Solving the LASSO problem for a given $\lambda$ is a non-linear optimization problem. The ridge regression optimization can (theoretically) be solved by matrix calculations, but if the number of X variables is quite large (it can be in the 1000's) that may be quite time-consuming since it requires solving a system of equations of that size. Instead, PLS uses cyclic coordinate descent for both types of penalties, which solves first order conditions for each individual coefficient in a loop. Each iteration is quite simple, but it can take quite a few iterations for a model to converge. The default for the ITERATIONS option is 1000, rather than the more typical 100 for variational methods like BFGS.

Because the value of the minimand for a given $\lambda$ is calculated only approximately, standard methods for searching over values of $\lambda$ won't work since it won't, in practice, give a continuous function. Instead, you need to search over a range of values. The question arises, how do you choose that range? The mean square error is often quite flat over a fairly broad range, so a relatively coarse grid over a range of several orders of magnitude likely makes sense.

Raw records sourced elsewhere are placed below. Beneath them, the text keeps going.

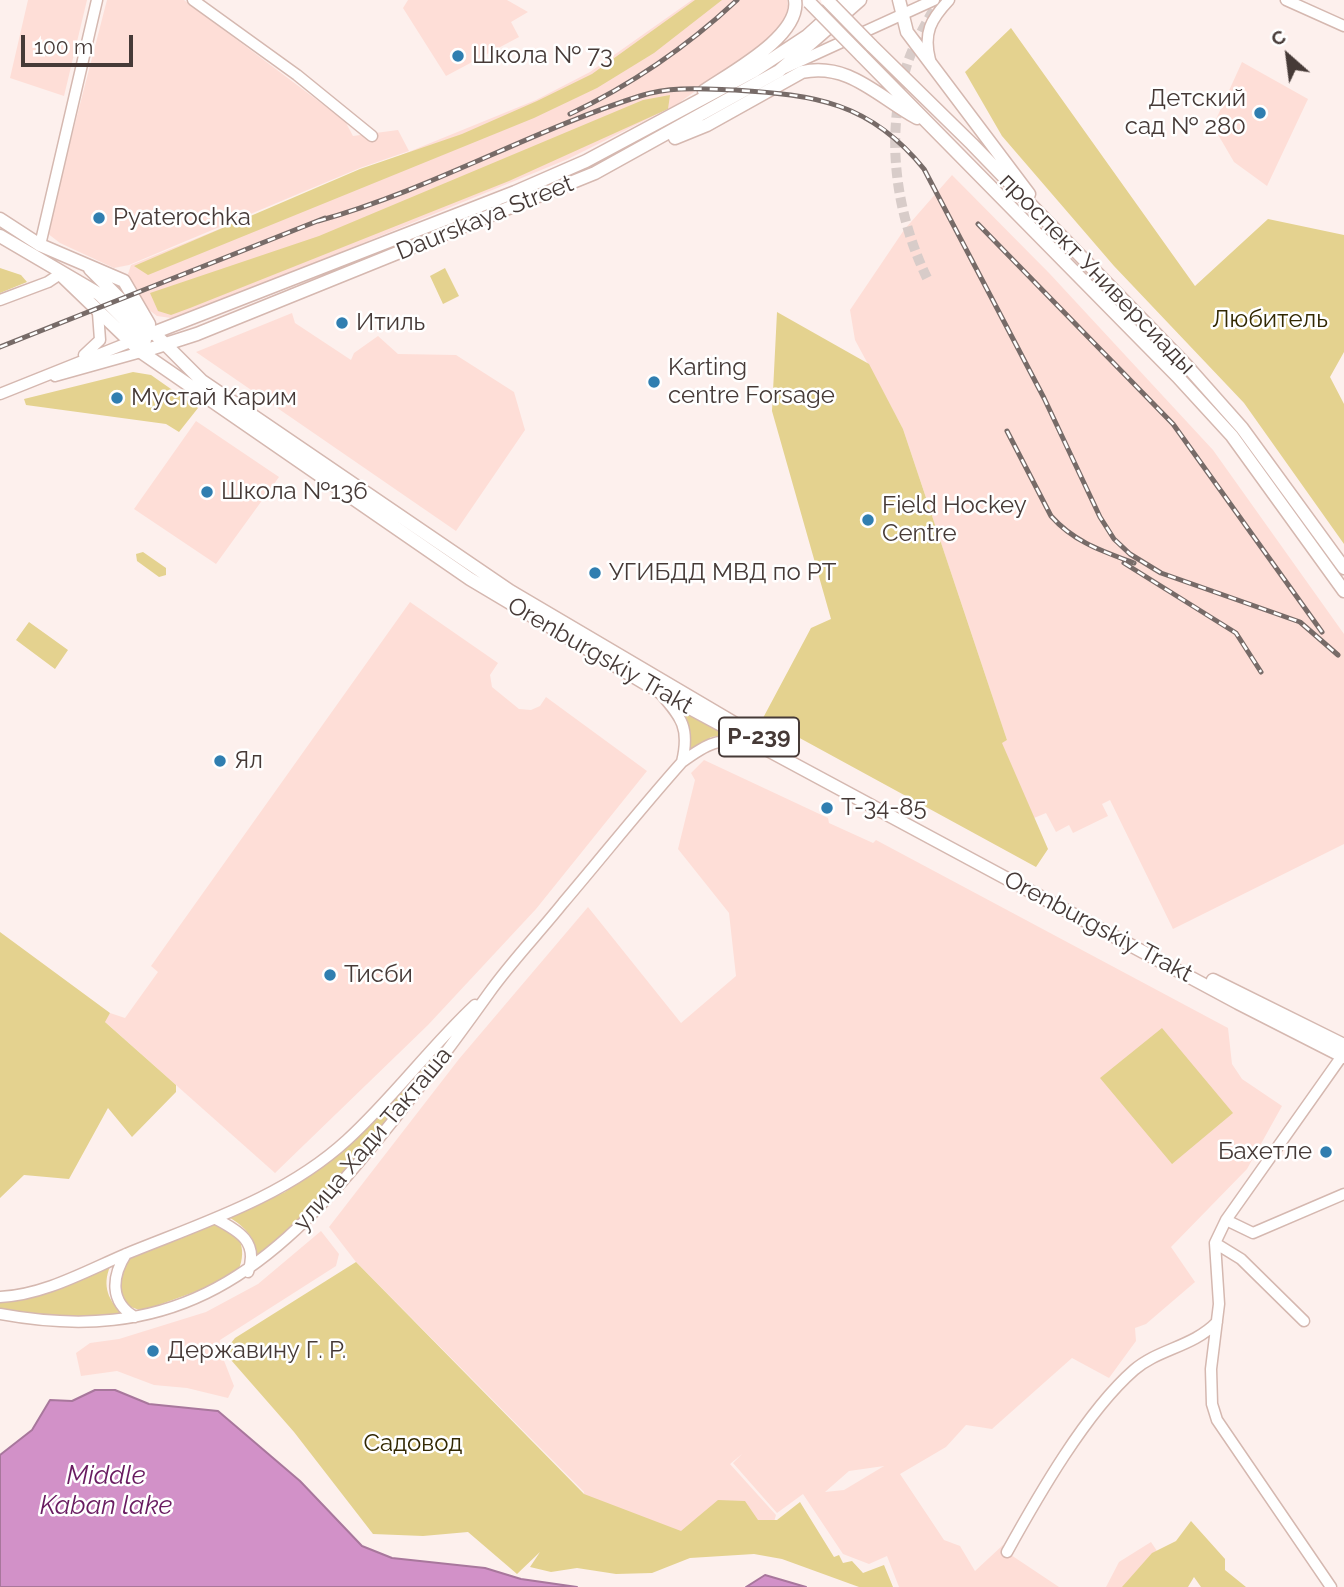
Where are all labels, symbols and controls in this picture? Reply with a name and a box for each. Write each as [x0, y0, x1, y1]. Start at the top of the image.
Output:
scale bar [24, 21, 136, 65]
north arrow [1253, 21, 1323, 91]
text: С [1267, 25, 1289, 50]
text: 100 m [34, 34, 93, 59]
place label: Школа № 73 [472, 42, 613, 70]
marker: Школа № 73 [450, 48, 466, 64]
place label: Детский сад № 280 [1125, 85, 1246, 141]
marker: Детский сад № 280 [1252, 105, 1268, 121]
street label: проспект Универсиады [993, 167, 1201, 381]
street label: Daurskaya Street [392, 169, 578, 267]
place label: Pyaterochka [113, 204, 251, 232]
marker: Pyaterochka [91, 210, 107, 226]
park label: Любитель [1212, 306, 1328, 334]
place label: Итиль [356, 309, 425, 337]
marker: Итиль [334, 315, 350, 331]
place label: Karting centre Forsage [668, 354, 835, 410]
marker: Karting centre Forsage [646, 374, 662, 390]
place label: Мустай Карим [131, 384, 297, 412]
marker: Мустай Карим [109, 390, 125, 406]
place label: Школа №136 [221, 478, 368, 506]
marker: Школа №136 [199, 484, 215, 500]
place label: Field Hockey Centre [882, 492, 1027, 548]
marker: Field Hockey Centre [860, 512, 876, 528]
place label: УГИБДД МВД по РТ [609, 559, 836, 587]
marker: УГИБДД МВД по РТ [587, 565, 603, 581]
street label: Orenburgskiy Trakt [502, 591, 698, 721]
road number: Р-239 [719, 718, 799, 757]
place label: Ял [234, 747, 263, 775]
marker: Ял [212, 753, 228, 769]
place label: T-34-85 [841, 794, 927, 822]
marker: T-34-85 [819, 800, 835, 816]
street label: Orenburgskiy Trakt [999, 865, 1197, 989]
place label: Тисби [344, 961, 413, 989]
marker: Тисби [322, 967, 338, 983]
street label: улица Хади Такташа [288, 1041, 458, 1237]
place label: Бахетле [1218, 1138, 1312, 1166]
marker: Бахетле [1318, 1144, 1334, 1160]
place label: Державину Г. Р. [167, 1337, 346, 1365]
marker: Державину Г. Р. [145, 1343, 161, 1359]
park label: Садовод [364, 1430, 462, 1458]
water label: Middle Kaban lake [40, 1460, 172, 1522]

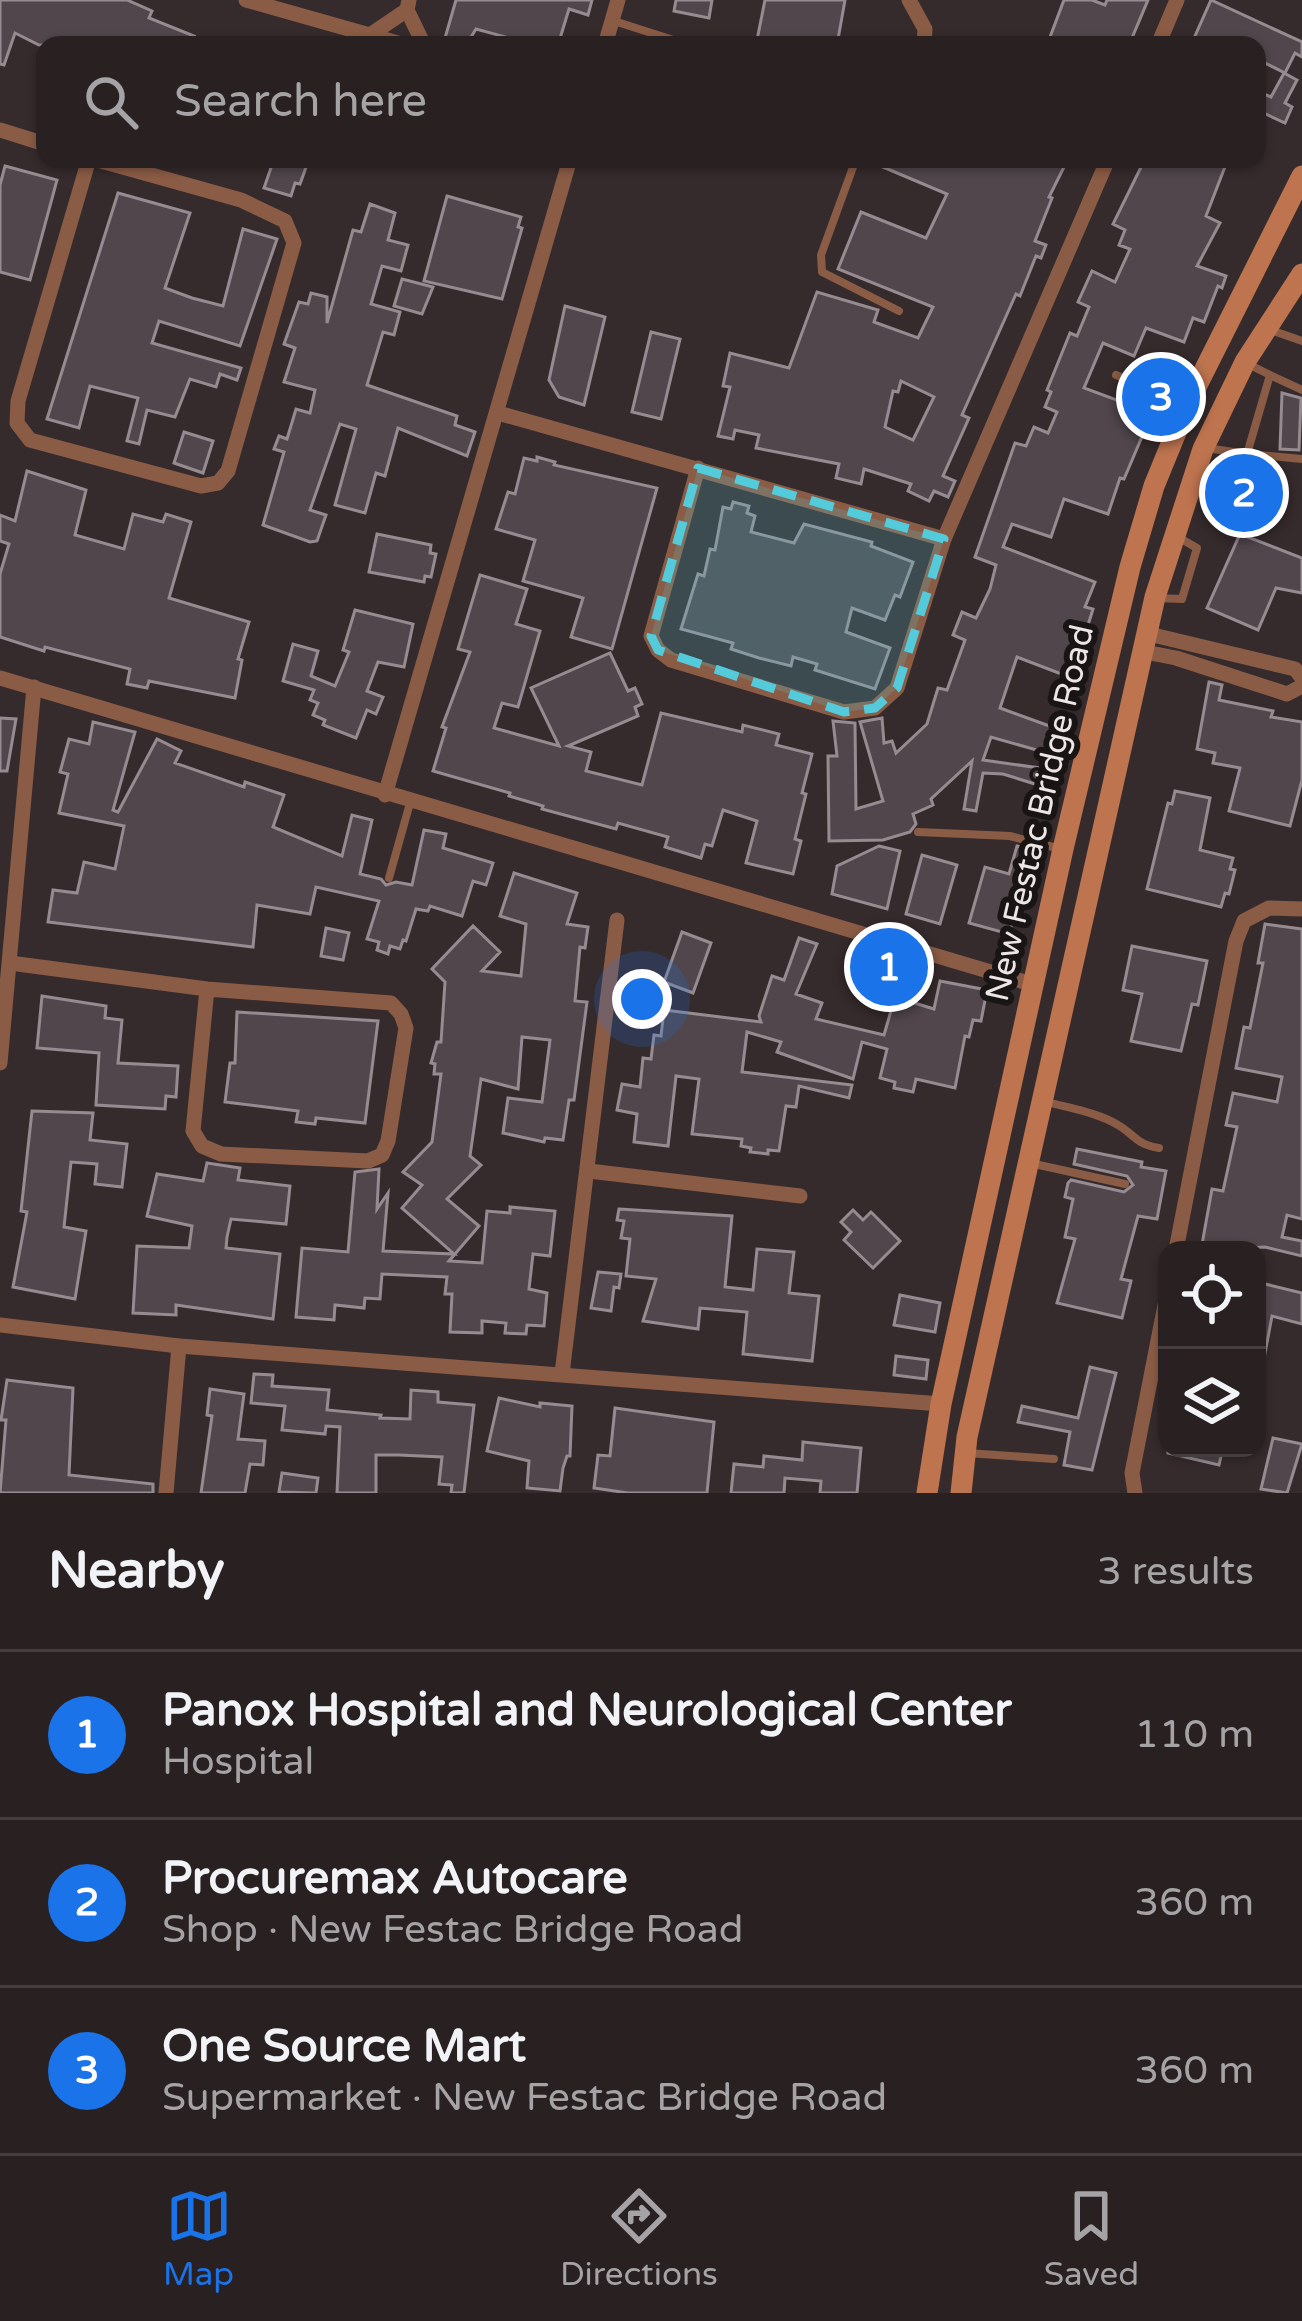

If we look at \eqref{eq:penalty_ridgeoptimum} or \eqref{eq:penalty_LASSOoptimum}, we see that each has two parts: the sum of squares and the penalty. Note that the sum of squares depends upon the number of data points, and the penalty does not. We would thus expect that $\lambda$ should go up with the size of the data set—if we used twice as much data with a given model, we would expect a tuning parameter roughly twice as large. Also, note that the L2 penalty uses the squared norm of $\beta$ while the L1 penalty uses the L1 norm itself, so the $\lambda$ for the two wouldn't be expected to be comparable.

You can approximate the value for the sum of squared residuals if you have at least some idea of what the $R^2$ will be, at least approximately, as that would be $T(1-R^2) {\mathop{\rm var}} (y)$. As to the penalty function, that will depend upon how the X's are scaled. If the X's are standardized to unit variance, there is reason to believe that $\beta \beta '$ will be at least something on the order of $R^2 {\rm var}(y)$. The procedure @PLSGrid uses these approximations to generate a grid that, in most cases, should cover the optimal value.

Evaluating the Model

For a given value of $\lambda$, we need to estimate the model using the training sample and then use the mean square error over the test sample as our objective function. This is the mean square error of using the model to predict the $y_t$ in \eqref{eq:penalty_linear}. However the variables are scaled as part of the estimation process, PLS will always substitute back to create the equation in that form. The instruction PRJ can be used to obtain the fitted values over the training sample and the instruction SSTATS can be used to compute the mean squared error over that sample as well. For instance, in LASSO.RPF, the following is used (inside a loop over test values for $\lambda$ to evaluate and save the mean squared error. (StartTest to EndTest is the test sample range).

pls(penalty=l1,cmom,lambda=lambda,noprint) longrate

# shortrate{0 to 12}

prj fitted StartTest EndTest

sstats(mean) StartTest EndTest (longrate-fitted)^2>>testmse(%doforpass)

Choosing Testing vs Training Samples

LASSO.RPF is an example applied to time series data. With that, an obvious choice between training and testing samples is to hold back the end of the data as the test sample and use the starting part of the data as the test sample.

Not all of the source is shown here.